Stumped with Unicode, Boost, C++, codecvts
Asked Answered
O

3

16

In C++, I want to use Unicode to do things. So after falling down the rabbit hole of Unicode, I've managed to end up in a train wreck of confusion, headaches and locales.

But in Boost I've had the unfortunate problem of trying to use Unicode file paths and trying to use the Boost program options library with Unicode input. I've read whatever I could find on the subjects of locales, codecvts, Unicode encodings and Boost.

My current attempt to get things to work is to have a codecvt that takes a UTF-8 string and converts it to the platform's encoding (UTF-8 on POSIX, UTF-16 on Windows), I've been trying to avoid wchar_t.
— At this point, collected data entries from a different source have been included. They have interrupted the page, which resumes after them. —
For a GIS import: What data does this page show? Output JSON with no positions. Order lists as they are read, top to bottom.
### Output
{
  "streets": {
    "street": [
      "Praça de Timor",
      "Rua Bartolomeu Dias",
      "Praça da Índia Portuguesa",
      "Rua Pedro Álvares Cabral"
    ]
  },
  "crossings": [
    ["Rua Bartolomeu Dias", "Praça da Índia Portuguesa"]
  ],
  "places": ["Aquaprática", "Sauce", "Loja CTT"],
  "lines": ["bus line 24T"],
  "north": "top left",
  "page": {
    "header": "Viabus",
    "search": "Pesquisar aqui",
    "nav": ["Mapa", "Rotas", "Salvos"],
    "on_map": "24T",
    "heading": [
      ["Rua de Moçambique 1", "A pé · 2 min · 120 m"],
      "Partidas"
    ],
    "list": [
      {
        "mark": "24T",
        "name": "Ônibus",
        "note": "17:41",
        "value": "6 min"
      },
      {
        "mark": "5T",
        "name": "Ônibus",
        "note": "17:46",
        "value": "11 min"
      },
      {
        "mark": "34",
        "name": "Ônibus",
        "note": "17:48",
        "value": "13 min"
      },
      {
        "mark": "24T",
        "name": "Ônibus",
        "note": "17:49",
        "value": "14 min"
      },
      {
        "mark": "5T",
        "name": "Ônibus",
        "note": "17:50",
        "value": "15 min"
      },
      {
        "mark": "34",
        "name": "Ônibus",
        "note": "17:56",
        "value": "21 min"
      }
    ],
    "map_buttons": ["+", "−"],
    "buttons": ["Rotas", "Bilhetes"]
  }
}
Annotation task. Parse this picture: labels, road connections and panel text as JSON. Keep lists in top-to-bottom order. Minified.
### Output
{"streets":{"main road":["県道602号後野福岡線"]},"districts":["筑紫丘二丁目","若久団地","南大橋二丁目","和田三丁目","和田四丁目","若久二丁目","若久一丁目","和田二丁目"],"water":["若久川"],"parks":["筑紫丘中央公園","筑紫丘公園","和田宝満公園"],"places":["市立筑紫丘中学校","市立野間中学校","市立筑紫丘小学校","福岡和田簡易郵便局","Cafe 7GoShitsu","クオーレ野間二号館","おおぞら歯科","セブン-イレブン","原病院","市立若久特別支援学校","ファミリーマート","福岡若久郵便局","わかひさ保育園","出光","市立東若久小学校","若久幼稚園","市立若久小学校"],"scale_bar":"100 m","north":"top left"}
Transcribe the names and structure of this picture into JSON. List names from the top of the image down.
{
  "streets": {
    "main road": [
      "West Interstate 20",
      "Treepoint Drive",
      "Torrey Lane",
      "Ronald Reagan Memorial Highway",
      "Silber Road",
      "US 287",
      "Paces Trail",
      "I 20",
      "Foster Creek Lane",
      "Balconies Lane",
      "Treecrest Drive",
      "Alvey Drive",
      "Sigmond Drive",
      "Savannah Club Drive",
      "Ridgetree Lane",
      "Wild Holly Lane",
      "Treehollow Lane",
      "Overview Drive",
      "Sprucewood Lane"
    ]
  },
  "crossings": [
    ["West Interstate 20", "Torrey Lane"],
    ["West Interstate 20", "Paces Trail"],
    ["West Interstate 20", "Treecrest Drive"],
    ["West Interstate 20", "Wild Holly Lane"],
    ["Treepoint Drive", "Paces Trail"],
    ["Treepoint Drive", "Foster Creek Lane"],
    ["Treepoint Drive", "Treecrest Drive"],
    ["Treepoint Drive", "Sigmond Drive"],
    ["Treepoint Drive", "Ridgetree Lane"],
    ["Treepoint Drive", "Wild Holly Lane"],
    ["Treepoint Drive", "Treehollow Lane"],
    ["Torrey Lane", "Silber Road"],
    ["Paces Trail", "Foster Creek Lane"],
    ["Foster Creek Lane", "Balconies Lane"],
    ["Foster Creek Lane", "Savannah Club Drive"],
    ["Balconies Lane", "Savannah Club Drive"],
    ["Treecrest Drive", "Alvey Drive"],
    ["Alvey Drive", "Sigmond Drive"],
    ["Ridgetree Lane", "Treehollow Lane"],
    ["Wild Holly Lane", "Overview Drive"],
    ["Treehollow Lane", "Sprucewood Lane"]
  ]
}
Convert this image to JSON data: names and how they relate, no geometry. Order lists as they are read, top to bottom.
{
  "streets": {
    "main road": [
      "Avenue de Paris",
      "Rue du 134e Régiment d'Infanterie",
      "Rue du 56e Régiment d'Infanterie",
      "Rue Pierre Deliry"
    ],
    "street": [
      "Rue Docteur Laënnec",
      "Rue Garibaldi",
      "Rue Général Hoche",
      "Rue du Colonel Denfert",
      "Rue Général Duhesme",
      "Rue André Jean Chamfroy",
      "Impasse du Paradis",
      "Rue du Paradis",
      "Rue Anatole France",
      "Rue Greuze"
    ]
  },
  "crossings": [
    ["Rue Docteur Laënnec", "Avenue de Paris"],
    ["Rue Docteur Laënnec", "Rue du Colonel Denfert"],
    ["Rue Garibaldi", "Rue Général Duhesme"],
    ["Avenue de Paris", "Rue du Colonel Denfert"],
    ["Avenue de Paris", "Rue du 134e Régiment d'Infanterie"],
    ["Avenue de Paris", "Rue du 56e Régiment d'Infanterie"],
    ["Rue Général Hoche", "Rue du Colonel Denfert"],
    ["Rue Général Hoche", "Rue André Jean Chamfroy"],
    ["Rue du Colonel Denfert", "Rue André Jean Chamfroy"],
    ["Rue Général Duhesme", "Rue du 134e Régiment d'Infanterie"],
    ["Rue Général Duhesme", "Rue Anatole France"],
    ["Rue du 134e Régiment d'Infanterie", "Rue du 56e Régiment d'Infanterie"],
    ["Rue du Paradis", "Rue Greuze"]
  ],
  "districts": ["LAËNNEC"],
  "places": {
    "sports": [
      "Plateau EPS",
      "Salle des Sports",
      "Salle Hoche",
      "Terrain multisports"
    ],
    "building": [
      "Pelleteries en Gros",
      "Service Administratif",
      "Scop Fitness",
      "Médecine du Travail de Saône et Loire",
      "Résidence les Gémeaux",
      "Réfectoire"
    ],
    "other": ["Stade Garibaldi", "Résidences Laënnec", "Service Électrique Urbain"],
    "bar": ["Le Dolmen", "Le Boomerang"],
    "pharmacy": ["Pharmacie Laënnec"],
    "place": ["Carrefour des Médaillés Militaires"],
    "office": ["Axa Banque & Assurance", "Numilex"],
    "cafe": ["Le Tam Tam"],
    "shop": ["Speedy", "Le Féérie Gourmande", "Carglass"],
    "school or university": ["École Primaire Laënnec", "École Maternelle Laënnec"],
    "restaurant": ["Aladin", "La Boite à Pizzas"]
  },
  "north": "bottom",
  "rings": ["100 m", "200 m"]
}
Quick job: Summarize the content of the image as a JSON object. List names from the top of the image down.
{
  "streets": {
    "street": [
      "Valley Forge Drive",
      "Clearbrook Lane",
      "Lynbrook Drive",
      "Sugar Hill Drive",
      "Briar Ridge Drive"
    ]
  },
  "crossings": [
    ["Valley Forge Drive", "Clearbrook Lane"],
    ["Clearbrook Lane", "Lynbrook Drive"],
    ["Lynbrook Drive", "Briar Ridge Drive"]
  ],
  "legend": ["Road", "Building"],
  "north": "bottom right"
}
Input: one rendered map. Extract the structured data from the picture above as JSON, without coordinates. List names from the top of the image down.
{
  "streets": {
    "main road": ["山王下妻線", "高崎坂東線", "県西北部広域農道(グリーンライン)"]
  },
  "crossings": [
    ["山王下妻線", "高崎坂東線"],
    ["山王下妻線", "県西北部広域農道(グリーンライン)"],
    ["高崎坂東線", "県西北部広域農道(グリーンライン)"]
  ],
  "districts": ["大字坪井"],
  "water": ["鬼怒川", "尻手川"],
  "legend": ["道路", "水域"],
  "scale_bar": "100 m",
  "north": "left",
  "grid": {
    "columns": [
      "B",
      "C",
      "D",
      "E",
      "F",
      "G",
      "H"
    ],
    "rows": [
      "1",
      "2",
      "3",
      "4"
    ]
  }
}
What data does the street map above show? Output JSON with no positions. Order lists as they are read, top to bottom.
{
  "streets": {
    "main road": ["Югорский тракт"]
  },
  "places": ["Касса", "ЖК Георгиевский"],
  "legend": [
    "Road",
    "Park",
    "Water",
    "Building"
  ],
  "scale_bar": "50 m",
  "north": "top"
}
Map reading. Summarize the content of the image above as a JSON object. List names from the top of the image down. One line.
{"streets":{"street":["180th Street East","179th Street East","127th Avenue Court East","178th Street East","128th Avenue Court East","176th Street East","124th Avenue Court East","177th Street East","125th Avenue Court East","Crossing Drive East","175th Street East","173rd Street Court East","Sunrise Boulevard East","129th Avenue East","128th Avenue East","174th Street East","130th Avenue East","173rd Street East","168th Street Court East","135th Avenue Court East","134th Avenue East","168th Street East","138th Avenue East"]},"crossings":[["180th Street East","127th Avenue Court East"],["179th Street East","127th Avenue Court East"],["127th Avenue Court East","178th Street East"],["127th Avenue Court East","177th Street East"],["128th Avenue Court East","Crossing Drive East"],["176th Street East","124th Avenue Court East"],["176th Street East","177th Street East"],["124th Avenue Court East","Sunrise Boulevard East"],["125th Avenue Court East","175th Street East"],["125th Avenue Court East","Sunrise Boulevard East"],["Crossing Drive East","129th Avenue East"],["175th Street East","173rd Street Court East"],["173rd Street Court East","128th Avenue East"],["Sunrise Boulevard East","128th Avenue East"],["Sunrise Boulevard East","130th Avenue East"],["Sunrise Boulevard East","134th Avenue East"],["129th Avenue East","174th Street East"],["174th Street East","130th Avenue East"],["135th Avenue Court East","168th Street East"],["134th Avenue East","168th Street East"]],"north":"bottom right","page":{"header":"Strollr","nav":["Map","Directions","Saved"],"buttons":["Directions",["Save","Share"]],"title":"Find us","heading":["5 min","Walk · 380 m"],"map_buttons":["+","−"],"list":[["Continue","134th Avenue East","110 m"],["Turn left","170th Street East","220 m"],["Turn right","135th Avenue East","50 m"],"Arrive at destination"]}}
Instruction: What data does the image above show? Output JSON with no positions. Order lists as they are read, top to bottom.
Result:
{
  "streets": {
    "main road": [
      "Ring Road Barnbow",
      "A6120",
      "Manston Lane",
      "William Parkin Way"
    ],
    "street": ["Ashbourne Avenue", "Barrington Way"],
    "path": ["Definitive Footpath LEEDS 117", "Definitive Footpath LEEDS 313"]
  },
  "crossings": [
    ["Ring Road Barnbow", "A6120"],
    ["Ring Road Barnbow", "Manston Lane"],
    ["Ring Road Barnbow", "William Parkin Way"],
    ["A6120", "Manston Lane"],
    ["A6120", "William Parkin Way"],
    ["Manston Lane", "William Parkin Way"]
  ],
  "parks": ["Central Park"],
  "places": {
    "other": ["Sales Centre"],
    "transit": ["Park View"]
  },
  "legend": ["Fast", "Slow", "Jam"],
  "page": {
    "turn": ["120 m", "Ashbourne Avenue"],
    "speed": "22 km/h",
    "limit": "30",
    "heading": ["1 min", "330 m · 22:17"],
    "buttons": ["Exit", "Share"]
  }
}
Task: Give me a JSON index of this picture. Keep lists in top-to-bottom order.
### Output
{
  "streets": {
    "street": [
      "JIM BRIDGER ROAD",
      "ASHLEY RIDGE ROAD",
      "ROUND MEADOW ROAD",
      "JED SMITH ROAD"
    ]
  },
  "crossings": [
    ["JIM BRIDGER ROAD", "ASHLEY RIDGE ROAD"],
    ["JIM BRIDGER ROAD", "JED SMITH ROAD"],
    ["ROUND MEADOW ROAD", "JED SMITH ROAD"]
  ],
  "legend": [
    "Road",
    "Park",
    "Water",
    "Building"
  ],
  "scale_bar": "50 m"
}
The closest I've actually gotten is trying to do this with Boost.Locale, to convert from a UTF-8 string to a UTF-32 string on output.

#include <string>
#include <boost/locale.hpp>
#include <locale>

int main(void)
{
  std::string data("Testing, 㤹");

  std::locale fromLoc = boost::locale::generator().generate("en_US.UTF-8");
  std::locale toLoc   = boost::locale::generator().generate("en_US.UTF-32");

  typedef std::codecvt<wchar_t, char, mbstate_t> cvtType;
  cvtType const* toCvt = &std::use_facet<cvtType>(toLoc);

  std::locale convLoc = std::locale(fromLoc, toCvt);

  std::cout.imbue(convLoc);
  std::cout << data << std::endl;

  // Output is unconverted -- what?

  return 0;
}

I think I had some other kind of conversion working using wide characters, but I really don't know what I'm even doing. I don't know what the right tool for the job is at this point. Help?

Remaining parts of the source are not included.